Always consider the below tense you should use in a particular situation:
- Past Simple is defined with an act that began and finished in the past.
- Past Continuous is referred to when an act that was in progress at a specific time in the past and to talk about an act that was happening when another event has occurred in the past.
- Past Perfect is used when we talk about something that was completed in the past before another activity or another time.
- Past Perfect Continuous elaborates when we write about an act in progress in the past that is recent to another time or activity, or we discuss about the duration of an event that was in development process prior to another event in the history.
- Present simple is used for general statements of fact and things that are always true as universal truth.
- Present continuous used for something in progress this week, month or year, an act at the moment of speaking; that is present and to talk about a future planned event.
- Present Perfect is used for an act that has occurred in past and is repeating before the present, an act that took place in the past at an indefinite time and an activity that began in the past and continues until now.
- Present Perfect Continuous is included in recent general activity in progress and to show the duration of an event that happened in the past and continues until now.
- Future Simple is used to express a willingness to do something in future and to predict or plan for it.
- Future Continuous elaborates an action that will be in progress in the future at a decided time.
- Future Perfect works when we have to describe an act that will be completed in the future before an event.
- Future Perfect Continuous demonstrates the duration of an act or event that will be in progress in the future before another time or event.
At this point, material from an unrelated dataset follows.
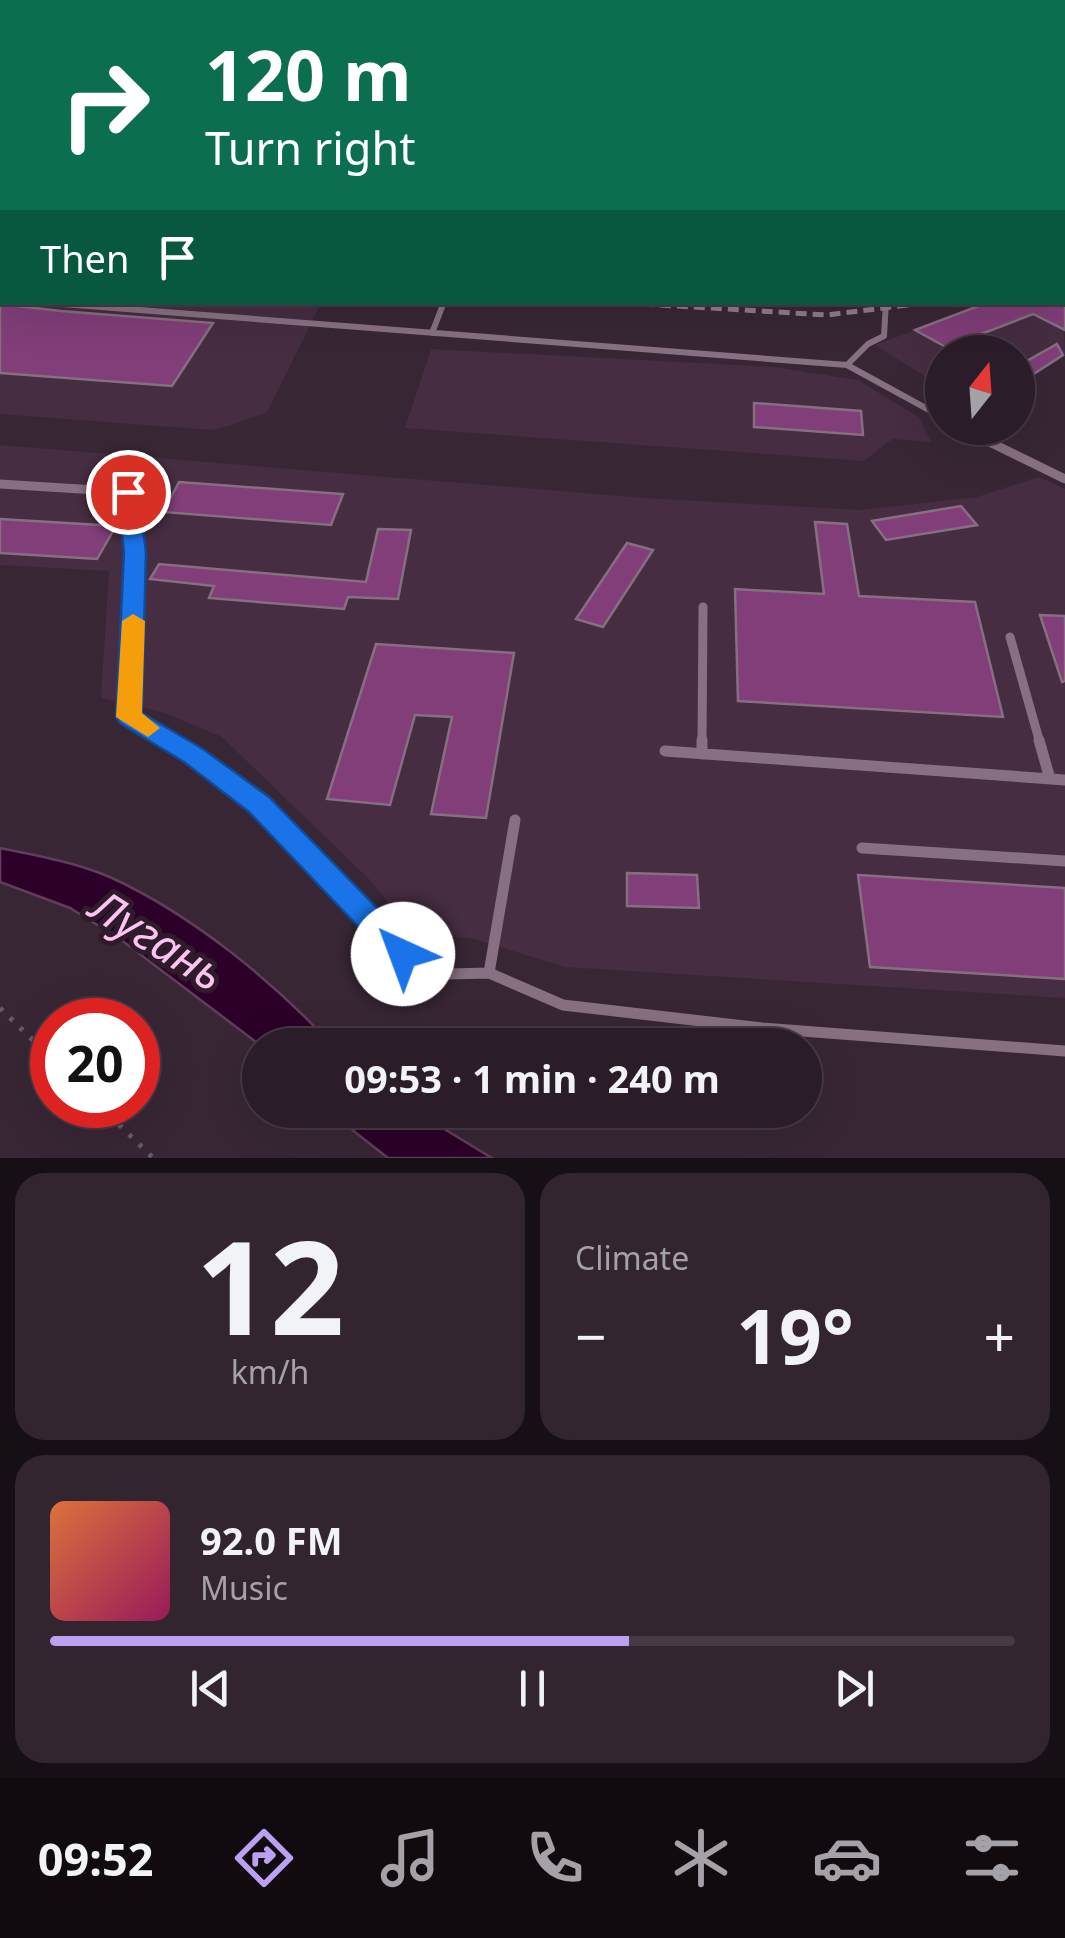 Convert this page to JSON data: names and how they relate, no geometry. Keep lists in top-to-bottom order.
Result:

Prepositions after Nouns and Adjectives
Often students get confused with which prepositions to use after nouns and adjectives. Here are some common expressions:
- at: Bad at, Good at, Surprised at
- about: Pleased about, Angry about, Disappointed about, Worried about
- with: Pleased with, Angry with, Disappointed with
- in: increase in, decrease in, drop in, rise in, fall in
- between: difference between
- of: number of, example of, percentage of, advantage/disadvantage of, use of
- Apostrophes are used to shorten words or make contractions. They are commonly used more in spoken English and hence not tested in academic writing tests. For example; Cannot-Can’t, Do not- Don’t, I will- I’ll.
- We can also use apostrophes to show possession as well. Like; John’s book and Mary’s brother. Apostrophes are not used with possessive pronouns such as: The book is not theirs it’s ours.
Common Spelling Mistakes
Some common spelling mistakes that students make are they get confused with UK and US spells. The best way to avoid spell mistakes is to practice writing those differences regularly to make it a habit. Other common errors include the confusion between to or too, there or their, though or through and has or have.
Hopefully, the above article will be helpful for the readers to overcome the common grammatical disadvantages of IELTS. Good luck!